O cerne na teoria matemática, que sustenta a acusação infundada de fraude, é um delírio de um sujeito conhecido por fazer acupuntura em plantas usando pregos em lugar de agulhas. Ele jura que funciona. Bolsonaro arrumou um coronel da reserva — sempre o Partido Militar — para vocalizar a bobajada.
CRIMES
Tudo foi de um ridículo tão atroz que tendemos a nos esquecer de que crimes estavam sendo cometidos ali. O presidente não está apenas pondo em dúvida o sistema eleitoral -- "Será que...?" Não! Ele assevera a existência de duas fraudes, leva muita gente a acreditar que dois tribunais -- TSE e STF -- participam de um complô para fraudar a vontade do eleitor e acusa essa conspiração de beneficiar um candidato: no caso, Lula. O mesmo que, ora vejam, o derrotaria por larga margem se a eleição fosse hoje.

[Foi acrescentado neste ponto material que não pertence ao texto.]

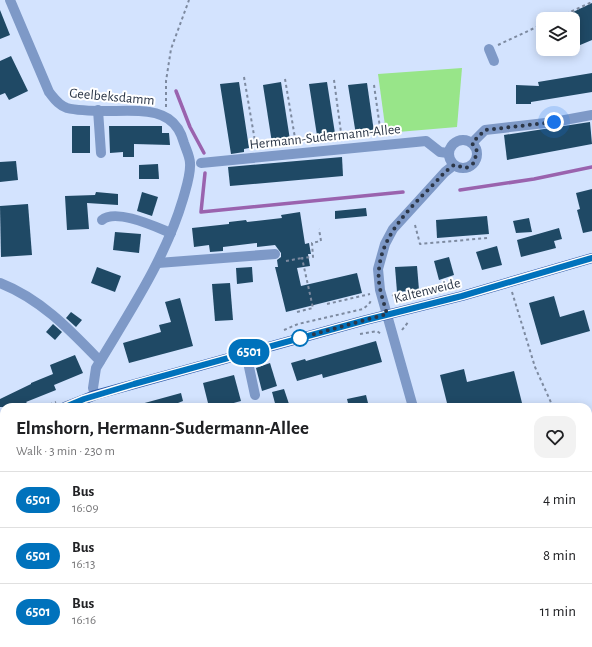 <!DOCTYPE html>
<html lang="en">
<head>
<meta charset="utf-8">
<style>
  :root { --surface:#fff; --page:#f2f2f2; --text:#202124; --muted:#757577; --line:#e0e0e0 }
  body { margin:0; font-family:"Alegreya Sans",sans-serif; background:var(--page); color:var(--text); height:100vh; display:flex; flex-direction:column; font-size:15px; white-space:nowrap }
  * { box-sizing:border-box; margin:0 }
  p { font-size:13px; color:var(--muted) }
  .icon { flex:none; width:22px; height:22px; fill:none; stroke:currentColor; stroke-width:2; stroke-linecap:round; stroke-linejoin:round }
  .map { position:relative; flex:1; overflow:hidden }
  .side { position:absolute; left:0px; top:403px; width:592px; height:244px; display:flex; flex-direction:column; background:var(--surface); border-radius:12px 12px 0 0; box-shadow:0 2px 10px #0003 }
  .side>* { flex:none }
  .badge { padding:0 8px; border-radius:13px; font-size:14px; line-height:26px }
  .tools { position:absolute; left:536px; top:12px; display:grid; gap:8px }
  .tools a { display:grid; place-items:center; width:44px; height:44px; border-radius:8px; background:var(--surface); box-shadow:0 2px 10px #0003; font-size:20px }
  .you { position:absolute; width:20px; height:20px; margin:-10px; border:3px solid #fff; border-radius:50%; background:#1a73e8; box-shadow:0 0 0 6px #1a73e833 }
  .map>.badge { position:absolute; translate:-50% -50%; box-shadow:0 0 0 2px #fff }
  .round { display:grid; place-items:center; flex:none; width:42px; height:42px; border-radius:12px; background:var(--page) }
  .summary { display:flex; align-items:center; justify-content:space-between; height:68px; padding:0 16px }
  h1 { font-size:19px; font-weight:700; line-height:30px }
  ul { padding:0; list-style:none }
  li { display:flex; align-items:center; gap:12px; height:56px; padding:0 16px; border-top:1px solid var(--line) }
  li div { flex:1 }
  li b { display:block; font-size:15px }
  li em { font-style:normal }
  li .badge { min-width:44px; font-weight:700; text-align:center }
  .map>svg:first-child { display:block }
</style>
</head>
<body>
<div class="map">
<svg width="592" height="647" viewBox="0 0 592 647">
  <rect width="100%" height="100%" fill="#d3e3fe"/>
  <g fill="#98e589">
    <path d="M462 68 457 127 386 133 378 74Z"/>
    <path d="M588 444 592 453V536L588 521Z"/>
    <path d="M588 622H592V647H248L303 643H588Z"/>
    <path d="M111 643H203L211 647H110Z"/>
  </g>
  <g fill="none" stroke-linecap="round" stroke-linejoin="round">
    <g stroke="#9a63ae" stroke-width="3.5">
      <path d="M176 91 190 127 204 153"/>
      <path d="M205 173 201 212 403 192"/>
      <path d="M460 190 534 179 592 167"/>
      <path d="M588 639H592"/>
      <path d="M510 647 524 643"/>
    </g>
  </g>
  <g fill="#1f4965">
    <path d="M592 3V40L573 48V12Z"/>
    <path d="M0 10 10 35 0 39Z"/>
    <path d="M11 56 28 91 9 100 5 93 0 95V61Z"/>
    <path d="M592 73V92L531 102V104H516V85L539 86 538 82Z"/>
    <path d="M239 82 249 148 244 149V152L231 154 220 84Z"/>
    <path d="M281 82 290 140 272 143 263 85Z"/>
    <path d="M327 82 336 140 318 142 309 84Z"/>
    <path d="M367 83 374 132 356 135 348 85Z"/>
    <path d="M590 122 592 144 507 160 504 135Z"/>
    <rect x="72" y="126" width="18" height="27"/>
    <path d="M109 126H162V133H169L170 145 134 144V157H123V152L110 153Z"/>
    <path d="M342 157 343 176 230 186 228 167Z"/>
    <path d="M16 161 18 180 0 182V162Z"/>
    <path d="M158 164 159 179H139V165Z"/>
    <path d="M592 189V231L583 233 577 210 580 209 576 193Z"/>
    <path d="M96 192 118 194V205L87 203 89 229 67 230 65 196 95 195Z"/>
    <path d="M142 192 158 197 152 216 137 211Z"/>
    <path d="M28 204 32 255 1 257 0 206Z"/>
    <path d="M366 208 367 216 335 219V211Z"/>
    <path d="M300 212 305 244 309 243 311 254H308L310 266 297 268 301 286 357 273 362 293 286 312 275 267H278L277 260 281 257V253L275 245 257 247V243L223 247V251L210 252 209 245 194 247 192 228 229 224V222L246 220 247 222 282 218 281 215Z"/>
    <path d="M487 216 489 234 437 238 436 220Z"/>
    <path d="M529 218 532 232 516 233 513 221Z"/>
    <path d="M559 228 562 239 554 241 556 248 521 257 517 240Z"/>
    <path d="M115 232 141 234 139 253 113 250Z"/>
    <path d="M497 246 502 265 482 270 476 252Z"/>
    <path d="M449 257 454 275 439 280 434 261Z"/>
    <path d="M417 266 419 290 397 292 395 267Z"/>
    <path d="M97 267 121 276 115 292 91 283Z"/>
    <path d="M252 267 253 282 237 284 236 268Z"/>
    <path d="M230 283 233 320 215 321 212 284Z"/>
    <path d="M554 296 560 317 584 310 590 331 541 345 529 303Z"/>
    <path d="M180 298 193 346 129 363 123 343 161 332 159 325 171 322 165 302Z"/>
    <path d="M71 312 82 320 76 327 66 318Z"/>
    <path d="M53 324 62 332 55 340 46 332Z"/>
    <path d="M376 341 382 362 323 378 322 374 297 381 291 363 305 359 306 361Z"/>
    <path d="M75 355 83 373 54 385 56 390 26 402 27 403 18 407H0V399L31 384V383L53 374 50 365Z"/>
    <path d="M270 363 277 386 262 391 256 368Z"/>
    <path d="M464 369 467 382 514 371 523 407H448L440 375Z"/>
    <path d="M234 375 241 401 219 407H209L203 383Z"/>
    <path d="M284 389 290 407H276L272 392Z"/>
    <path d="M181 393 183 401 178 403 179 407H141V404Z"/>
    <path d="M366 395 369 407H349L347 399Z"/>
  </g>
  <g fill="none" stroke-linecap="round" stroke-linejoin="round">
    <g stroke="#7d8aa0" stroke-width="2" stroke-dasharray="3 3" stroke-linecap="butt">
      <path d="M555 19 592 2"/>
      <path d="M498 45 543 24"/>
      <path d="M244 77 256 147"/>
      <path d="M285 79 296 144"/>
      <path d="M334 80 342 140"/>
      <path d="M374 85 381 135"/>
      <path d="M166 107V81L171 49 189 0"/>
      <path d="M415 225 420 244 487 238"/>
      <path d="M286 261 302 258"/>
      <path d="M512 292 535 367 553 407"/>
      <path d="M392 295 405 298"/>
      <path d="M327 304 370 294"/>
      <path d="M297 312 313 308 302 258 313 257 312 243 321 241 319 229"/>
      <path d="M284 330 298 324 363 309 369 304 372 299"/>
      <path d="M402 330 409 321"/>
      <path d="M360 334 377 331 381 334"/>
      <path d="M44 407 56 402"/>
      <path d="M588 423 592 422"/>
    </g>
    <g stroke="#7e99c7" stroke-width="10">
      <path d="M10 0 49 92C54 98 58 105 67 108 87 113 118 110 139 111 163 112 178 120 184 143 186 149 190 157 190 163 191 174 186 188 183 199 165 260 128 314 96 368L93 388 95 395"/>
      <path d="M489 49 494 61"/>
      <path d="M98 110 101 153"/>
      <circle cx="463" cy="154" r="14"/>
      <path d="M472 143 485 130 554 122 592 115"/>
      <path d="M201 163 426 141 440 152 448 153"/>
      <path d="M102 220C116 208 156 227 171 233"/>
      <path d="M158 263 275 254"/>
      <path d="M0 283C41 299 70 330 100 361"/>
      <path d="M246 353 255 395"/>
      <path d="M413 407 380 290 378 269 385 244 393 229 445 172 454 165"/>
      <path d="M297 643 304 647"/>
    </g>
    <g stroke="#2958a9" stroke-width="10">
      <path d="M65 407 95 395 160 377 366 320 462 296 592 258"/>
      <path d="M0 438 4 436"/>
    </g>
  </g>
  <g fill="none" stroke-linecap="round" stroke-linejoin="round">
    <defs>
      <path id="line" d="M65 407 84 399 134 384 366 320 462 296 592 258"/>
    </defs>
    <use href="#line" stroke="#fff" stroke-width="9"/>
    <use href="#line" stroke="#0072bc" stroke-width="6"/>
    <path stroke="#2c3748" stroke-width="4" stroke-dasharray="0 7.2" d="M300 338 387 314C383 300 377 284 379 269 383 228 419 201 445 172L454 165 466 168 474 163 477 151 472 143 485 130 554 122"/>
  </g>
  <circle fill="#fff" stroke="#0072bc" stroke-width="2" cx="300" cy="338" r="8"/>
  <g text-anchor="middle" stroke-width="4" stroke-linejoin="round" paint-order="stroke">
    <g font-size="14" fill="#2c3748" stroke="#fff">
      <text transform="translate(112 96) rotate(5)" y="5">Geelbeksdamm</text>
      <text transform="translate(325 136) rotate(-6)" y="5">Hermann-Sudermann-Allee</text>
      <text transform="translate(427 290) rotate(-14)" y="5">Kaltenweide</text>
    </g>
  </g>
</svg>
<div class="tools">
<a><svg class="icon" aria-label="layers" viewBox="0 0 24 24"><path d="M12 4l9 5-9 5-9-5zM3 14l9 5 9-5"/></svg></a>
</div>
<div class="you" style="left:554px;top:122px"></div>
<b class="badge" style="left:249px;top:352px;background:#0072bc;color:#fff">6501</b>
<section class="side">
<div class="summary"><div><h1>Elmshorn, Hermann-Sudermann-Allee</h1><p>Walk · 3 min · 230 m</p></div><a class="round"><svg class="icon" aria-label="heart" viewBox="0 0 24 24"><path d="M12 20l-8-8c-3-5 5-10 8-4 3-6 11-1 8 4z"/></svg></a></div>
<ul>
<li><span class="badge" style="background:#0072bc;color:#fff">6501</span><div><b>Bus</b><p>16:09</p></div><em>4 min</em></li>
<li><span class="badge" style="background:#0072bc;color:#fff">6501</span><div><b>Bus</b><p>16:13</p></div><em>8 min</em></li>
<li><span class="badge" style="background:#0072bc;color:#fff">6501</span><div><b>Bus</b><p>16:16</p></div><em>11 min</em></li>
</ul>
</section>
</div>
</body>
</html> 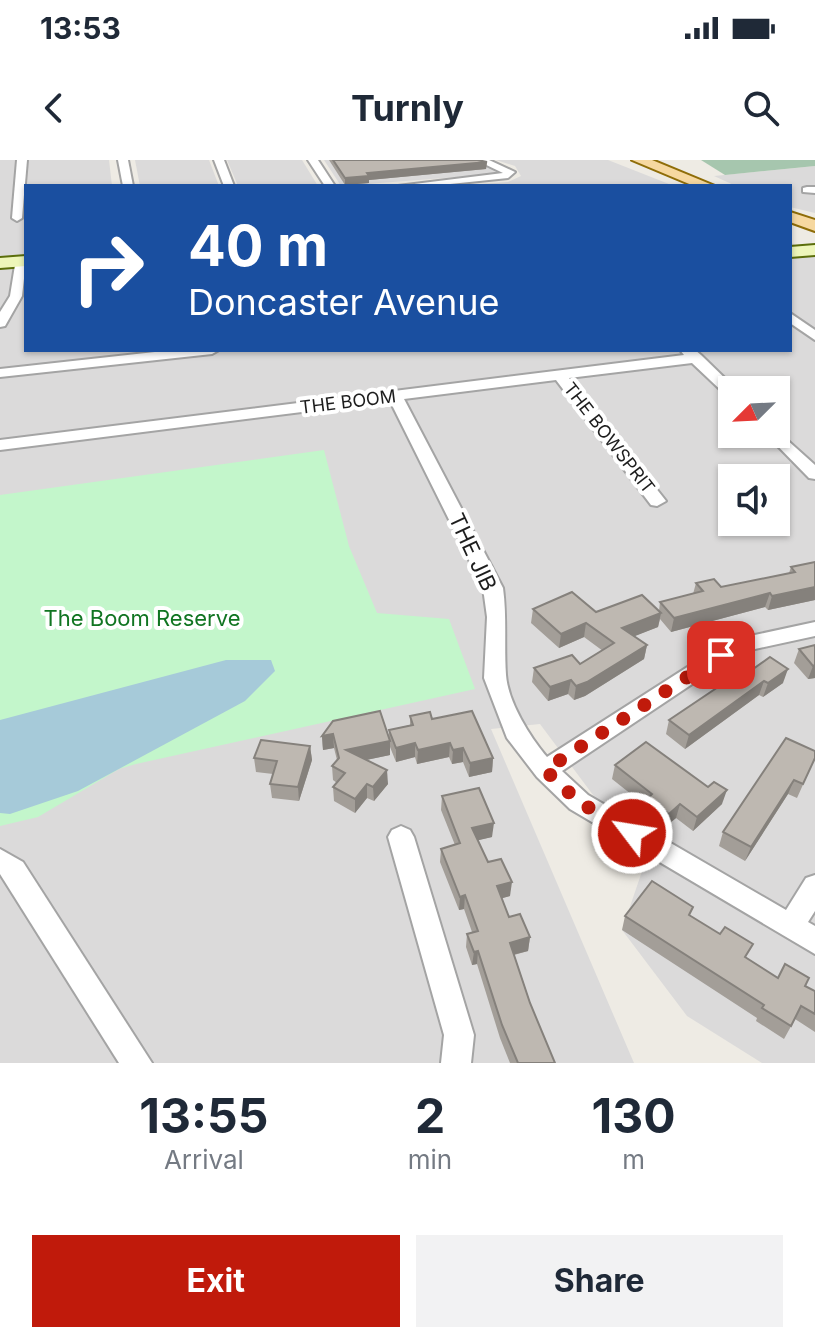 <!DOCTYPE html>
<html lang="en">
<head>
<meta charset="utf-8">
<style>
	:root { --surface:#fff; --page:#f2f2f3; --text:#1f2937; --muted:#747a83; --accent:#c01a0b }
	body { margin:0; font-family:Inter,sans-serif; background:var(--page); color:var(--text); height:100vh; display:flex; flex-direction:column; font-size:30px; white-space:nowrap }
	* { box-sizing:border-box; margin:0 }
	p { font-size:26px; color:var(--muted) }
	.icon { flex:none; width:44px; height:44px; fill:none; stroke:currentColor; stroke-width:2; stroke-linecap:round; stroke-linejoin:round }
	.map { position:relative; height:903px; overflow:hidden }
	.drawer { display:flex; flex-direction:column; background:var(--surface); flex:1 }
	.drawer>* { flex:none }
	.hud { position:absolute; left:24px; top:24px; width:768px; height:168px; border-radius:0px; box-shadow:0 2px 6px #0004; background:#1a4fa0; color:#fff; overflow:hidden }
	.needle { width:52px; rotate:246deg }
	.fabs { position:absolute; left:718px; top:216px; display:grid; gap:16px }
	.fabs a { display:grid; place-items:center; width:72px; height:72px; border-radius:0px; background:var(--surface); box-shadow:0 2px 6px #0004; font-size:40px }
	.pin { position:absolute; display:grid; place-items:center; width:68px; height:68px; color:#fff; margin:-34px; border-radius:16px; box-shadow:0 4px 12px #0006 }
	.me { position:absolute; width:88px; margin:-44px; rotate:301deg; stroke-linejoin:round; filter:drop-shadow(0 0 6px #0008) }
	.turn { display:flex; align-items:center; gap:28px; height:168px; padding:0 32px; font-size:36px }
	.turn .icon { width:104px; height:104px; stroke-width:2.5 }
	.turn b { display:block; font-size:56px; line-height:68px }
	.eta { display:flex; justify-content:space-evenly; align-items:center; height:136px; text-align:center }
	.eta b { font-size:48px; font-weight:700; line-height:56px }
	.button { display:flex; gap:16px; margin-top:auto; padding:16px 32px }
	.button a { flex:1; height:92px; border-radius:0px; background:var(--accent); color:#fff; font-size:32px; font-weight:700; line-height:92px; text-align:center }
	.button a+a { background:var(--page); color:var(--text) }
	.status { display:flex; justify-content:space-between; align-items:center; height:56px; padding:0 40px; background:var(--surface); direction:ltr }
	.status svg { height:22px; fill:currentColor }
	header { display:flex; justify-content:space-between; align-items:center; height:104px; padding:0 32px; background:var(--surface); font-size:36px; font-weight:700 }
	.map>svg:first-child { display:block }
	.residential { fill:#dbdada; fill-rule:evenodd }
	.cemetery { fill:#a6c6ae }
	.park { fill:#c3f6cb }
	.water { fill:#a6cad9 }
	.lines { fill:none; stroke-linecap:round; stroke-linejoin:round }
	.street-casing { stroke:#a4a4a4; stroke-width:4 }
	.secondary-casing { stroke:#5b6e0b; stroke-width:4 }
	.primary-casing { stroke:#8f6d08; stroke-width:4 }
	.street { fill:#fff; fill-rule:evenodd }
	.secondary { fill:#eef6ba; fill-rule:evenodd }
	.primary { fill:#f6d8a0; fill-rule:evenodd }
	.wall { fill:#a39e98 }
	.shaded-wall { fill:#85817c }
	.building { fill:#beb8b1; stroke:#85817c; stroke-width:2 }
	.route { stroke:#c01a0b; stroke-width:14; stroke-dasharray:0 25.2 }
	.labels { text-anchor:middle; stroke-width:8; stroke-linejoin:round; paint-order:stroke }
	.far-street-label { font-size:18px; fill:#1d1d1d; stroke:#fff }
	.street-label { font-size:22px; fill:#1d1d1d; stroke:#fff }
	.park-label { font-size:22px; fill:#117522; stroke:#fff }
</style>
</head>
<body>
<div class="status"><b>13:53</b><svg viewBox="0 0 49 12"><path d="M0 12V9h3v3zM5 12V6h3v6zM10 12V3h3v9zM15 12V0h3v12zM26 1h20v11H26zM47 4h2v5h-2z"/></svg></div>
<header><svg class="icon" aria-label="back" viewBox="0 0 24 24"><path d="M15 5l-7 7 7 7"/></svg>Turnly<svg class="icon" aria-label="search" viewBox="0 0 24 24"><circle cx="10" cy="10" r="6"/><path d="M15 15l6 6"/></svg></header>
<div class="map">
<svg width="815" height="903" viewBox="0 0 815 903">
	<rect width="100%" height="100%" fill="#eeebe4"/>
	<g class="residential">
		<path d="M0 0H109L112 26H26V190H790V82L815 97V903H762L687 856 622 770 653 679 602 647 540 564 491 569 634 903H0ZM732 230H776V274H732ZM732 318H776V362H732Z"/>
		<path d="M135 0H209L219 26H140Z"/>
		<path d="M227 0H302L318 26H238Z"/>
		<path d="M324 0H462L496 9V14L341 26Z"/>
		<path d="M496 0H608L674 26H457L508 22 521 16 515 6Z"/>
		<path d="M815 6V53L790 47V26H736L714 16Z"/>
	</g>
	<path class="cemetery" d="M701 0H815V6L725 15Z"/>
	<path class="park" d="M324 290 349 386 377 453 449 459 475 529 136 604 119 609 38 657 0 666V335Z"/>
	<path class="water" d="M226 500H271L275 511 245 541 78 631 10 654 0 653V560Z"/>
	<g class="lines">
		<defs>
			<g id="street">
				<path d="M17 0H27L22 58 17 61 12 58Z"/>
				<path d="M118 0H128L133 26H123Z"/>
				<path d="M214 0H224L234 26H224Z"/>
				<path d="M308 0H318L335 26H325Z"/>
				<path d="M476 0H489L515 12 508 18 431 26H398L503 13Z"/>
				<path d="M807 27H815V33L803 32V28Z"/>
				<path d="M16 99 26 101 22 136 5 166 0 167V152L10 136Z"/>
				<path d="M790 153 815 170V180L790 163Z"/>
				<path d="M173 190H219L212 194 0 217V209Z"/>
				<path d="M680 190H695L701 195 737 230H732V237L727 236 692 203 569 218 666 341 657 346 651 345 556 220 404 239 503 428C507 457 504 485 506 515 508 542 530 577 547 597L714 490 750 476 815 462V476L755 489 728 500 562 611 588 635 786 750 806 718 815 715V751L808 762 815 766V794L570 649 537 617 507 578 484 518 487 457 483 428 390 241 0 290V280L684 195Z"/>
				<path d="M776 270 815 305V319L809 318 766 274H776Z"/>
				<path d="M401 666 410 670 414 677 474 875 471 903H441L444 875 388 677 392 670Z"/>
				<path d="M0 689 23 702 152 903H119L0 714Z"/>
			</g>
			<g id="secondary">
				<path d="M815 85V95L790 97V87Z"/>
				<path d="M26 96V106L0 108V98Z"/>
			</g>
			<g id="primary">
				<path d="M632 0H652L715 26H694Z"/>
				<path d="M790 52 815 60V71L790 62Z"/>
			</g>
		</defs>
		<use href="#street" class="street-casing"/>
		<use href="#secondary" class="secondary-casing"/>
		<use href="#primary" class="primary-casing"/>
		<use href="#street" class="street"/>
		<use href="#secondary" class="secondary"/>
		<use href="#primary" class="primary"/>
	</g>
	<g class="wall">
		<path d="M329 0H478L487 2 486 9 369 20V23L345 25Z"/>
		<path d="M815 402V440L768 450 765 447 671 472 660 459 658 467 634 476 647 485 644 499 585 536 574 540 568 534 548 541 532 522 534 508 580 504 603 491 584 477 559 488 531 463 533 449 596 452 659 451 660 442 693 434 696 423 721 427 789 413 791 407Z"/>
		<path d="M815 485V518L808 519 794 503 799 489Z"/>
		<path d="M746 514 783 523 763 537 759 535 685 589 666 574 669 560Z"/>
		<path d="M410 556 432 559 493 598 492 612 469 617 463 602 452 604 449 597 417 604 415 597 396 602 390 587V595L366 600 388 624 374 641 367 638 355 653 334 641 333 627 337 623 333 620 332 606 337 600 334 588 323 590 322 576 389 578V570L410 565Z"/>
		<path d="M310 586 312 600 299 641 272 638 270 624 273 614 256 612 254 598Z"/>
		<path d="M815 598 797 638 788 634 745 701 719 686 723 672Z"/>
		<path d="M615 605 722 644 693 671 676 658 665 667 644 652 646 646 612 619Z"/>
		<path d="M442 636 492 677 478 680 488 702 510 736 502 738 509 757 530 777 528 791 514 795 530 843 555 903H510L500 878 477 804 472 805 466 787 467 774 472 772 464 749 459 750 440 702 441 689 455 685 441 650Z"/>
		<path d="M625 756H691L747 798 778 818 805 826 815 831V872L795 859 784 879 756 861 757 858 622 770Z"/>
	</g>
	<g class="shaded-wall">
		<path d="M487 2 486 9 369 20V23L345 25V18L367 13Z"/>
		<path d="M815 427V440L768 450 772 436Z"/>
		<path d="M770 433 765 447 671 472 674 458Z"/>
		<path d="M661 453 658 467 620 482 622 468Z"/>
		<path d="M586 463 584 477 559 488 561 474Z"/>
		<path d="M647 485 644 499 585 536 574 540 576 526Z"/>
		<path d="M815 505V518L808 519 813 506Z"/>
		<path d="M788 509 783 523 763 537 768 523Z"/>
		<path d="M571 520 568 534 548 541 550 527Z"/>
		<path d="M764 521 759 535 685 589 689 575Z"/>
		<path d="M333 574 334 588 323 590 322 576Z"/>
		<path d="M390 581V595L347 604 346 590Z"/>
		<path d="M415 583V597L396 602V588Z"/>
		<path d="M450 583 449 597 417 604 418 590Z"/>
		<path d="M310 586 312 600 299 641 298 627Z"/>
		<path d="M463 588V602L452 604 453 590Z"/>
		<path d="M493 598 492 612 469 617 470 603Z"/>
		<path d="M387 610 388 624 374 641 373 627Z"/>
		<path d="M794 620 788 634 745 701 751 687Z"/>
		<path d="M367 624V638L355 653V639Z"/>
		<path d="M727 630 722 644 693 671 697 657Z"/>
		<path d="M680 644 676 658 665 667 669 654Z"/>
		<path d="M494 663 492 677 471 682 472 668Z"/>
		<path d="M512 722 510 736 496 740 497 726Z"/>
		<path d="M465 735 464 749 459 750 460 737Z"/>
		<path d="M530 777 528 791 508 796 510 783Z"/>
		<path d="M478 791 477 804 472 805 474 792Z"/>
	</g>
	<g class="building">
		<path d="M333 0H478L487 2 367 13 369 16 345 18Z"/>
		<path d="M815 402V427L772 436 770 433 674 458 660 442 703 431 696 423 714 419 721 427 795 412 791 407Z"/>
		<path d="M572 432 596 452 642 435 661 453 622 468 647 485 587 522 576 526 571 520 550 527 534 508 572 495 580 504 614 483 586 463 561 474 533 449Z"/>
		<path d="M815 485V505L813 506 799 489Z"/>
		<path d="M770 497 788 509 768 523 764 521 689 575 669 560 742 511 746 514Z"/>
		<path d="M380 551 390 581 346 590 387 610 373 627 367 624 355 639 333 627 345 613 332 606 339 598 333 574 322 576 333 561Z"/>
		<path d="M472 551 493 598 470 603 463 588 453 590 450 583 418 590 415 583 396 588 389 570 413 565 410 556 430 552 432 559Z"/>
		<path d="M786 578 815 591V598L803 624 794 620 751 687 723 672Z"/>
		<path d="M261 580 310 586 298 627 270 624 277 601 254 598Z"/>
		<path d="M646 582 708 627 714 622 727 630 697 657 680 644 669 654 648 638 652 634 615 605Z"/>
		<path d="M479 628 494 663 472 668 488 702 501 699 512 722 497 726 509 757 520 754 530 777 510 783 530 843 555 903H518L502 865 478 791 474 792 467 774 478 771 465 735 460 737 441 689 460 683 442 636Z"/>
		<path d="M652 721 693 747 689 755 720 774 725 767 753 784 745 797 778 818 785 804 809 818 805 826 815 831V854L801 846 791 866 762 848 764 845 625 756Z"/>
	</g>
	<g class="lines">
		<path class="route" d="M632 673 579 642 545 610 721 495"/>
	</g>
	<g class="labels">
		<g class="far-street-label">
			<text transform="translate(348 242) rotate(-7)" y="6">THE BOOM</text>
			<text transform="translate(609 278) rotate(52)" y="6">THE BOWSPRIT</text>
		</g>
		<g class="street-label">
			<text transform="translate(473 392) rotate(65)" y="8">THE JIB</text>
		</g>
		<g class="park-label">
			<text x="142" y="466">The Boom Reserve</text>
		</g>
	</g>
</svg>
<div class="fabs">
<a><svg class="needle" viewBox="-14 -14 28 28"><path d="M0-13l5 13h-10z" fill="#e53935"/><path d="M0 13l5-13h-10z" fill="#747a83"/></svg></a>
<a><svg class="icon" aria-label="sound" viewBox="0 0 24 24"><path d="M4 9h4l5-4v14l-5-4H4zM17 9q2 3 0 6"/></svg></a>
</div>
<div class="pin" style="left:721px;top:495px;background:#d93025"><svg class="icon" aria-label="arrive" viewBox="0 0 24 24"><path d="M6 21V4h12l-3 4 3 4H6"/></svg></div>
<svg class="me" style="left:632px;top:673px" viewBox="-20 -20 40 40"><circle r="17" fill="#c01a0b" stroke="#fff" stroke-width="3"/><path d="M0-11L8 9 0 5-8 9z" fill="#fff"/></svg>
<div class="hud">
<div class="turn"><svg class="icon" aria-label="right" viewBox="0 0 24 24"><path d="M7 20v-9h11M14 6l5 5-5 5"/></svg><div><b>40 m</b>Doncaster Avenue</div></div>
</div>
</div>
<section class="drawer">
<div class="eta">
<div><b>13:55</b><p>Arrival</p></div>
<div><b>2</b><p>min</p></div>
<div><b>130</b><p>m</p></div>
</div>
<div class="button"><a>Exit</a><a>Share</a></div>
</section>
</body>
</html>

Mais cedo, antes da live, o presidente já havia acusado, aí abertamente, o STF de ter agido em favor do petista para elegê-lo presidente da República. E, até agora, o procurador-geral da República olha para o outro lado.
CONVOCAÇÃO PARA PROTESTOS
É claro que Bolsonaro sabia não ter nada em mãos. Com a anúncio, quis apenas usar uma audiência ampliada para convocar pessoas para a manifestação em favor do voto impresso neste domingo. Ali estava mobilizada parte da estrutura do governo federal, com transmissão pela TV Brasil, para propagandear uma tese que não é de interesse público. Empregava a máquina para atender a interesses pessoais do mandatário: improbidade administrativa na veia.
A degradação a que está submetido o Estado brasileiro não tem precedentes. Anderson Torres estar presente é um escracho. Ainda que a PF seja independente, subordina-se administrativamente à Justiça. A mesma PF que jamais conseguiu encontrar indício de fraude. A presença de Augusto Heleno, a quem está subordinada a Abin, faz supor que a área de Inteligência possa estar ligada a teorias lunáticas, que agridem as instituições.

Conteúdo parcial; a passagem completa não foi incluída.